BRIEF:
Produce as output only the lines below starting at the line with "I am building a map index. Summarize" and continuing through the line with "Annotation task. Summarize", each one exactly as written.

─── EXTRACTED MATERIAL ───

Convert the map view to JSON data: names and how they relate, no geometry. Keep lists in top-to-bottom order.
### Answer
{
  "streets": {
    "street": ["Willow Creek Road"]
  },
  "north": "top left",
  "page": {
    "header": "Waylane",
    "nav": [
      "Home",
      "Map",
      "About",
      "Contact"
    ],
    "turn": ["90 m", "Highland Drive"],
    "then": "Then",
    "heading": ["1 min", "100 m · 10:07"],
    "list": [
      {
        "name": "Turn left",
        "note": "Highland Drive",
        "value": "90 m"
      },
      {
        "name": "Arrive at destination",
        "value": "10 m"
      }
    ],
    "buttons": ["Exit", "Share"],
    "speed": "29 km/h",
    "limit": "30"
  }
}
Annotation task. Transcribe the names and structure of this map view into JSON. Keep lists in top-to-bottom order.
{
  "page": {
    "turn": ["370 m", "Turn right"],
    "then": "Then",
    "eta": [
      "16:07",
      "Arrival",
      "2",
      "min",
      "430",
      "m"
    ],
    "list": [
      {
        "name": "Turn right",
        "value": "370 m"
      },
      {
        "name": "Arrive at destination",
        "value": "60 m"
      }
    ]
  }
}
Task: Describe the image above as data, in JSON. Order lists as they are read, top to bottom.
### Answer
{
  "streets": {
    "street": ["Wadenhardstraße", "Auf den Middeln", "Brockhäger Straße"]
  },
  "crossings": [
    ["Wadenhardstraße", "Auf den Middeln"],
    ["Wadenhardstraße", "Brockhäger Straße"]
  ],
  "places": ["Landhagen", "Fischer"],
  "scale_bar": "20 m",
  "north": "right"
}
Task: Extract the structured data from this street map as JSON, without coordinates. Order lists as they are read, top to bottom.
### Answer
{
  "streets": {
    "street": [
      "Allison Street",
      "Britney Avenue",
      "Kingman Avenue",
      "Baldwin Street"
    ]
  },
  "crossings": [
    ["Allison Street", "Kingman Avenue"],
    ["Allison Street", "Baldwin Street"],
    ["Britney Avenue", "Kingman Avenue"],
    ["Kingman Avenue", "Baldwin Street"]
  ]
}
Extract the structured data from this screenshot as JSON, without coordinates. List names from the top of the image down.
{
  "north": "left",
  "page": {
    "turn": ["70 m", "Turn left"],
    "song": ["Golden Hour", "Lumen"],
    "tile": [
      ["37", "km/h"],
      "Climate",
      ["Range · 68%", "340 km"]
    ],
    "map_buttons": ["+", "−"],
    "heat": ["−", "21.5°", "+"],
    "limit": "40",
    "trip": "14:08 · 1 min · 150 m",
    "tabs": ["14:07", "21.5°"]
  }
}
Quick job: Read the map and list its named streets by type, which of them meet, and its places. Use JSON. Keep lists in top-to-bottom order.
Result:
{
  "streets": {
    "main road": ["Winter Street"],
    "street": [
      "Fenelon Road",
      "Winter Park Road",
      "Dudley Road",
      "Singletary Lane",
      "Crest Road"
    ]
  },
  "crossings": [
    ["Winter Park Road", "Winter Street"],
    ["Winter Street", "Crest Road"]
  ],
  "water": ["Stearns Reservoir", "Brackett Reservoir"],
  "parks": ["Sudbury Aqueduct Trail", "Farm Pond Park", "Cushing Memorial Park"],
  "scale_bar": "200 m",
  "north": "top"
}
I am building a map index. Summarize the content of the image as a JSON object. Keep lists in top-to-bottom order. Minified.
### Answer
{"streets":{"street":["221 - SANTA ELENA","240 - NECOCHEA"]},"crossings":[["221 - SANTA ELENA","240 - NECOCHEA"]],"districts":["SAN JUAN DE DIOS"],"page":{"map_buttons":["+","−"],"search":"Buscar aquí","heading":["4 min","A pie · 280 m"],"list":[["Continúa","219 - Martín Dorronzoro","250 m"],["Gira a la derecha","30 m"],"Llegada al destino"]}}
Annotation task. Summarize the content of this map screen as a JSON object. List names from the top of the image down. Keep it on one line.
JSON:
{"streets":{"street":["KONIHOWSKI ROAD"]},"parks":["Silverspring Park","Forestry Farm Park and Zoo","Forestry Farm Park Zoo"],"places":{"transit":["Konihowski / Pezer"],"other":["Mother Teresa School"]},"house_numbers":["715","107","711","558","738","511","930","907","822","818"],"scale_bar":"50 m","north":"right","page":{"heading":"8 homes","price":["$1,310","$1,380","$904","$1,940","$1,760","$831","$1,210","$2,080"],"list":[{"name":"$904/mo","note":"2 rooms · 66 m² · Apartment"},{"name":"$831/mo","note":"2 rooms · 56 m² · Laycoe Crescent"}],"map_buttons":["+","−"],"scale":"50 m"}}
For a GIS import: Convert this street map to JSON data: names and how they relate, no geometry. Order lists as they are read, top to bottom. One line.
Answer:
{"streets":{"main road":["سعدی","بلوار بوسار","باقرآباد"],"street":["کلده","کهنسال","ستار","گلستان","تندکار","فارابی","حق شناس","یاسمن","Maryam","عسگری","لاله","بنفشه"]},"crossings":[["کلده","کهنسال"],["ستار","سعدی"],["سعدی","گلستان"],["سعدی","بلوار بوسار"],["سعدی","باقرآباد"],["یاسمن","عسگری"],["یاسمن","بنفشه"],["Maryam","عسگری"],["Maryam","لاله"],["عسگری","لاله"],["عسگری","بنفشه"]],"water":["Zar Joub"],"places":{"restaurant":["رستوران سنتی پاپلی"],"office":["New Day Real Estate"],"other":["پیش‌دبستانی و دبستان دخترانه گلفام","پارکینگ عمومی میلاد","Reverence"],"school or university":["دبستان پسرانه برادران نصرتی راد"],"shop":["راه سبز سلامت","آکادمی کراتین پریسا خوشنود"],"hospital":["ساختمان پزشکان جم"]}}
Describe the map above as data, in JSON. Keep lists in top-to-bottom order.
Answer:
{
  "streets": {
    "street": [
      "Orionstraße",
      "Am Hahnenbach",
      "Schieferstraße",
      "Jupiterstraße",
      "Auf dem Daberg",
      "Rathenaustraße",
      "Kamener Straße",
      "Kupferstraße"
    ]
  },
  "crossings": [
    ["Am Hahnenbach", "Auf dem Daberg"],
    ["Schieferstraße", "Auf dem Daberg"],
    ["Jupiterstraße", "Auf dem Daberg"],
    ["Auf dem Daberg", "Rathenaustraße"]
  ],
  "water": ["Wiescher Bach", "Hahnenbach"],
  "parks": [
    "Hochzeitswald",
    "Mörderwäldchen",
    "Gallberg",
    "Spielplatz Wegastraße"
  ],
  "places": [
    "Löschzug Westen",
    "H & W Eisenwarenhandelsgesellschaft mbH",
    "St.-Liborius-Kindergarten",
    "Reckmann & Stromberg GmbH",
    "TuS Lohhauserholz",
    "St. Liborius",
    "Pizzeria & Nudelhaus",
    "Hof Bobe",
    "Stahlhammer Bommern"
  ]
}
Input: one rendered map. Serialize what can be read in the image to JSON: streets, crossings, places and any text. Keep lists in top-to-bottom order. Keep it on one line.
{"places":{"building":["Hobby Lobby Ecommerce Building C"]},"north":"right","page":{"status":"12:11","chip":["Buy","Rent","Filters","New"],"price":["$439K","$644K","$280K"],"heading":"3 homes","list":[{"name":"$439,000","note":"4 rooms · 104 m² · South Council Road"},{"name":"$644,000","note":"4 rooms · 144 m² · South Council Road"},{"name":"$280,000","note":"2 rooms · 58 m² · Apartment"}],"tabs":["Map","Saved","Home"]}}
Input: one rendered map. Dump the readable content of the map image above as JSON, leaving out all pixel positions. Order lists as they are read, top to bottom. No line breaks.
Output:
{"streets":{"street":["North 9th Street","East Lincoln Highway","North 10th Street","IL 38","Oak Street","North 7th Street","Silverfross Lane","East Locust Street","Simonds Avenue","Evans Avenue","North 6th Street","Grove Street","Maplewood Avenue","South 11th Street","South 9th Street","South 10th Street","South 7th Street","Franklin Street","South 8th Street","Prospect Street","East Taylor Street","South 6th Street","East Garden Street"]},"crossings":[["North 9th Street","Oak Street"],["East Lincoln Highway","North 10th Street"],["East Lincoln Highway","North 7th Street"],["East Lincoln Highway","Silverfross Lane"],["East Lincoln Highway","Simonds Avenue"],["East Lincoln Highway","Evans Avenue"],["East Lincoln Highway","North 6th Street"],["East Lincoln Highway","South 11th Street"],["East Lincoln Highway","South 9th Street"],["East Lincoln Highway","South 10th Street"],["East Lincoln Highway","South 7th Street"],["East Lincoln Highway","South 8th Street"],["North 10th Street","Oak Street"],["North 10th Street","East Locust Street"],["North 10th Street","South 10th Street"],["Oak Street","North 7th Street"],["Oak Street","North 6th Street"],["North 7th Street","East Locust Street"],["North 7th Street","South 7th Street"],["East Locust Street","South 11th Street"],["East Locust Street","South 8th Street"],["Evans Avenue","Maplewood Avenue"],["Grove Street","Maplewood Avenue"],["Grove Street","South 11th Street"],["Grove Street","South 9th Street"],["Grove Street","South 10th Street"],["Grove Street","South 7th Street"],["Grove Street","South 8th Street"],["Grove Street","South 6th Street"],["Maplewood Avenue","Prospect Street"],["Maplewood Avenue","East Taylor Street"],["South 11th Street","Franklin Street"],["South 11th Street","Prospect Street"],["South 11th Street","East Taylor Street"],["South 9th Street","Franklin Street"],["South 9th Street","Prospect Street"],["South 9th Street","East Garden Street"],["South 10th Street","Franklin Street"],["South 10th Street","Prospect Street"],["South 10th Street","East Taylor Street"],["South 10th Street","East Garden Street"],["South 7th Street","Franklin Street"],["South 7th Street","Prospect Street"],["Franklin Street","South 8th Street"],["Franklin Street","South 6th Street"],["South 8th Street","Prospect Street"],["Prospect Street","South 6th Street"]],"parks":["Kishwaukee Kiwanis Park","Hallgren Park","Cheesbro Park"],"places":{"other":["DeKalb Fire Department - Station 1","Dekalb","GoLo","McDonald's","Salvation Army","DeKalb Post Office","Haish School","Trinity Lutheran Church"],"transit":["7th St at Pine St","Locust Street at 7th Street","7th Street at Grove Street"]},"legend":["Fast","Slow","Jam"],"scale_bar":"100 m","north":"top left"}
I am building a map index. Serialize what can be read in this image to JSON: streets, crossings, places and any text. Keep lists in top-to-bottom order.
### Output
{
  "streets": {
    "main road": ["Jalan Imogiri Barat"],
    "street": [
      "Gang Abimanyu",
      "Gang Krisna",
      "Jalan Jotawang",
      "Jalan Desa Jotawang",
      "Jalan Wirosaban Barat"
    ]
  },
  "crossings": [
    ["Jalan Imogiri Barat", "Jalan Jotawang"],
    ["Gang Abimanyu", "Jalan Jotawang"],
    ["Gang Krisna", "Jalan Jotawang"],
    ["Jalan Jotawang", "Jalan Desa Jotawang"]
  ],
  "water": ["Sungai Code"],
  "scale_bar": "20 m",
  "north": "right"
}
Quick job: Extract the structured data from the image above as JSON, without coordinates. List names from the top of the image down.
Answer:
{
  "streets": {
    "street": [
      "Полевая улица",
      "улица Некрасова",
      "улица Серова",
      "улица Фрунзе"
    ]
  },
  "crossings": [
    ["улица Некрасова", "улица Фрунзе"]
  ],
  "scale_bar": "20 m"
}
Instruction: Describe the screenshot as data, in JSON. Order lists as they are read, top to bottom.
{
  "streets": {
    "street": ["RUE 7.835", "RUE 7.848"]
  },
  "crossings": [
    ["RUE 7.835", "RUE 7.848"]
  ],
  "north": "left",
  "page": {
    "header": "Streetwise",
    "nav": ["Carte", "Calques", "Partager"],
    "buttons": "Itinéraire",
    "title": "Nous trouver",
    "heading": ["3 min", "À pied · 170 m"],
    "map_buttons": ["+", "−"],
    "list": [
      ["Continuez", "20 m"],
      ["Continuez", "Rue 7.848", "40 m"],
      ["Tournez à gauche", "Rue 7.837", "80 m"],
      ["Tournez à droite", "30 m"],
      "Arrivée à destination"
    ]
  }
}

───

FINISHED TASK:
I am building a map index. Summarize the content of the image as a JSON object. Keep lists in top-to-bottom order. Minified.
### Answer
{"streets":{"street":["221 - SANTA ELENA","240 - NECOCHEA"]},"crossings":[["221 - SANTA ELENA","240 - NECOCHEA"]],"districts":["SAN JUAN DE DIOS"],"page":{"map_buttons":["+","−"],"search":"Buscar aquí","heading":["4 min","A pie · 280 m"],"list":[["Continúa","219 - Martín Dorronzoro","250 m"],["Gira a la derecha","30 m"],"Llegada al destino"]}}
Annotation task. Summarize the content of this map screen as a JSON object. List names from the top of the image down. Keep it on one line.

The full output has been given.